_What you have to do_
The response should consist of the records that follow, repeated exactly.

_Source information_
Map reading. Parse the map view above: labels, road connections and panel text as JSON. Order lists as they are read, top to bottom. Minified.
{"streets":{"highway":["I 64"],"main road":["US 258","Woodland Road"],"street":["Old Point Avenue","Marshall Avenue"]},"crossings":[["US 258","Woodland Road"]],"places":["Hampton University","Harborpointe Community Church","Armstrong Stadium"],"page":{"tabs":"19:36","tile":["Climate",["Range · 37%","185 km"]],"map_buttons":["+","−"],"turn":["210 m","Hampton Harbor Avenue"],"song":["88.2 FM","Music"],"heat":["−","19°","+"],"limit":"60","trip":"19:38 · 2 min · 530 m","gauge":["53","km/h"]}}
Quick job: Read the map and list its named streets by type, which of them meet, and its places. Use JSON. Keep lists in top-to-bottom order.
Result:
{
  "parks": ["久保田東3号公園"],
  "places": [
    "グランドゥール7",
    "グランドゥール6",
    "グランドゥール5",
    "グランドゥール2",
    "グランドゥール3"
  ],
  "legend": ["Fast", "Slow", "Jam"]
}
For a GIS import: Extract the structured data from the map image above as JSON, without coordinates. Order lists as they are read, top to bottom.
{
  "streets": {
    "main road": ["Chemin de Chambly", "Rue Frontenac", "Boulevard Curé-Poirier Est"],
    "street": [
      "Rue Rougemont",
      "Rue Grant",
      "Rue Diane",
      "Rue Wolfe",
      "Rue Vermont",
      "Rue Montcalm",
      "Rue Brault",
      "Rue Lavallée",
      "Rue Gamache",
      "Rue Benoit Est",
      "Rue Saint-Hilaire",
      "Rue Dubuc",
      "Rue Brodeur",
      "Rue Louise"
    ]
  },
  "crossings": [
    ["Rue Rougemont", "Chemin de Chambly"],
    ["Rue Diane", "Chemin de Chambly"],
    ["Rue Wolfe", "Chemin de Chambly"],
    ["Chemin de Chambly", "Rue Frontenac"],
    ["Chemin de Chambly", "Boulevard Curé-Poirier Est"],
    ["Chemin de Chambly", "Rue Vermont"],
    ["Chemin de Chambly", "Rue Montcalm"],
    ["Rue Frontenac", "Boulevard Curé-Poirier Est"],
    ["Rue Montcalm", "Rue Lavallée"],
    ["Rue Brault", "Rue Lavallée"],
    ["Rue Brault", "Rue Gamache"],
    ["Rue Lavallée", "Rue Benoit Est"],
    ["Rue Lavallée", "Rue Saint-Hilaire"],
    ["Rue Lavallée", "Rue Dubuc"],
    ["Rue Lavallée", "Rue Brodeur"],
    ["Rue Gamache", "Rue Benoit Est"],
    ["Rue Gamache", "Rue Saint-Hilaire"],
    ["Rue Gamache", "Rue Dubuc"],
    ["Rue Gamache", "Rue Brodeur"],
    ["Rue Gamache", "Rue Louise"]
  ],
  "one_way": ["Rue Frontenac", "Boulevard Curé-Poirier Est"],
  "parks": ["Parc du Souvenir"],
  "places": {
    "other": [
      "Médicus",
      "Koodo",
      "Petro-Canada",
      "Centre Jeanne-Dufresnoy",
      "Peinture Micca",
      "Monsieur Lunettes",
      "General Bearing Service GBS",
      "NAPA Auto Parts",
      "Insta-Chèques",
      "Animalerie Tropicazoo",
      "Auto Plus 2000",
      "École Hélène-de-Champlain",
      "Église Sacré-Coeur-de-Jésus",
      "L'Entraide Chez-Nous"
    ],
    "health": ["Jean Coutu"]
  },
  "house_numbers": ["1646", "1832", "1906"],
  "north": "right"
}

_Task response_
Map reading. Parse the map view above: labels, road connections and panel text as JSON. Order lists as they are read, top to bottom. Minified.
{"streets":{"highway":["I 64"],"main road":["US 258","Woodland Road"],"street":["Old Point Avenue","Marshall Avenue"]},"crossings":[["US 258","Woodland Road"]],"places":["Hampton University","Harborpointe Community Church","Armstrong Stadium"],"page":{"tabs":"19:36","tile":["Climate",["Range · 37%","185 km"]],"map_buttons":["+","−"],"turn":["210 m","Hampton Harbor Avenue"],"song":["88.2 FM","Music"],"heat":["−","19°","+"],"limit":"60","trip":"19:38 · 2 min · 530 m","gauge":["53","km/h"]}}
Quick job: Read the map and list its named streets by type, which of them meet, and its places. Use JSON. Keep lists in top-to-bottom order.
Result:
{
  "parks": ["久保田東3号公園"],
  "places": [
    "グランドゥール7",
    "グランドゥール6",
    "グランドゥール5",
    "グランドゥール2",
    "グランドゥール3"
  ],
  "legend": ["Fast", "Slow", "Jam"]
}
For a GIS import: Extract the structured data from the map image above as JSON, without coordinates. Order lists as they are read, top to bottom.
{
  "streets": {
    "main road": ["Chemin de Chambly", "Rue Frontenac", "Boulevard Curé-Poirier Est"],
    "street": [
      "Rue Rougemont",
      "Rue Grant",
      "Rue Diane",
      "Rue Wolfe",
      "Rue Vermont",
      "Rue Montcalm",
      "Rue Brault",
      "Rue Lavallée",
      "Rue Gamache",
      "Rue Benoit Est",
      "Rue Saint-Hilaire",
      "Rue Dubuc",
      "Rue Brodeur",
      "Rue Louise"
    ]
  },
  "crossings": [
    ["Rue Rougemont", "Chemin de Chambly"],
    ["Rue Diane", "Chemin de Chambly"],
    ["Rue Wolfe", "Chemin de Chambly"],
    ["Chemin de Chambly", "Rue Frontenac"],
    ["Chemin de Chambly", "Boulevard Curé-Poirier Est"],
    ["Chemin de Chambly", "Rue Vermont"],
    ["Chemin de Chambly", "Rue Montcalm"],
    ["Rue Frontenac", "Boulevard Curé-Poirier Est"],
    ["Rue Montcalm", "Rue Lavallée"],
    ["Rue Brault", "Rue Lavallée"],
    ["Rue Brault", "Rue Gamache"],
    ["Rue Lavallée", "Rue Benoit Est"],
    ["Rue Lavallée", "Rue Saint-Hilaire"],
    ["Rue Lavallée", "Rue Dubuc"],
    ["Rue Lavallée", "Rue Brodeur"],
    ["Rue Gamache", "Rue Benoit Est"],
    ["Rue Gamache", "Rue Saint-Hilaire"],
    ["Rue Gamache", "Rue Dubuc"],
    ["Rue Gamache", "Rue Brodeur"],
    ["Rue Gamache", "Rue Louise"]
  ],
  "one_way": ["Rue Frontenac", "Boulevard Curé-Poirier Est"],
  "parks": ["Parc du Souvenir"],
  "places": {
    "other": [
      "Médicus",
      "Koodo",
      "Petro-Canada",
      "Centre Jeanne-Dufresnoy",
      "Peinture Micca",
      "Monsieur Lunettes",
      "General Bearing Service GBS",
      "NAPA Auto Parts",
      "Insta-Chèques",
      "Animalerie Tropicazoo",
      "Auto Plus 2000",
      "École Hélène-de-Champlain",
      "Église Sacré-Coeur-de-Jésus",
      "L'Entraide Chez-Nous"
    ],
    "health": ["Jean Coutu"]
  },
  "house_numbers": ["1646", "1832", "1906"],
  "north": "right"
}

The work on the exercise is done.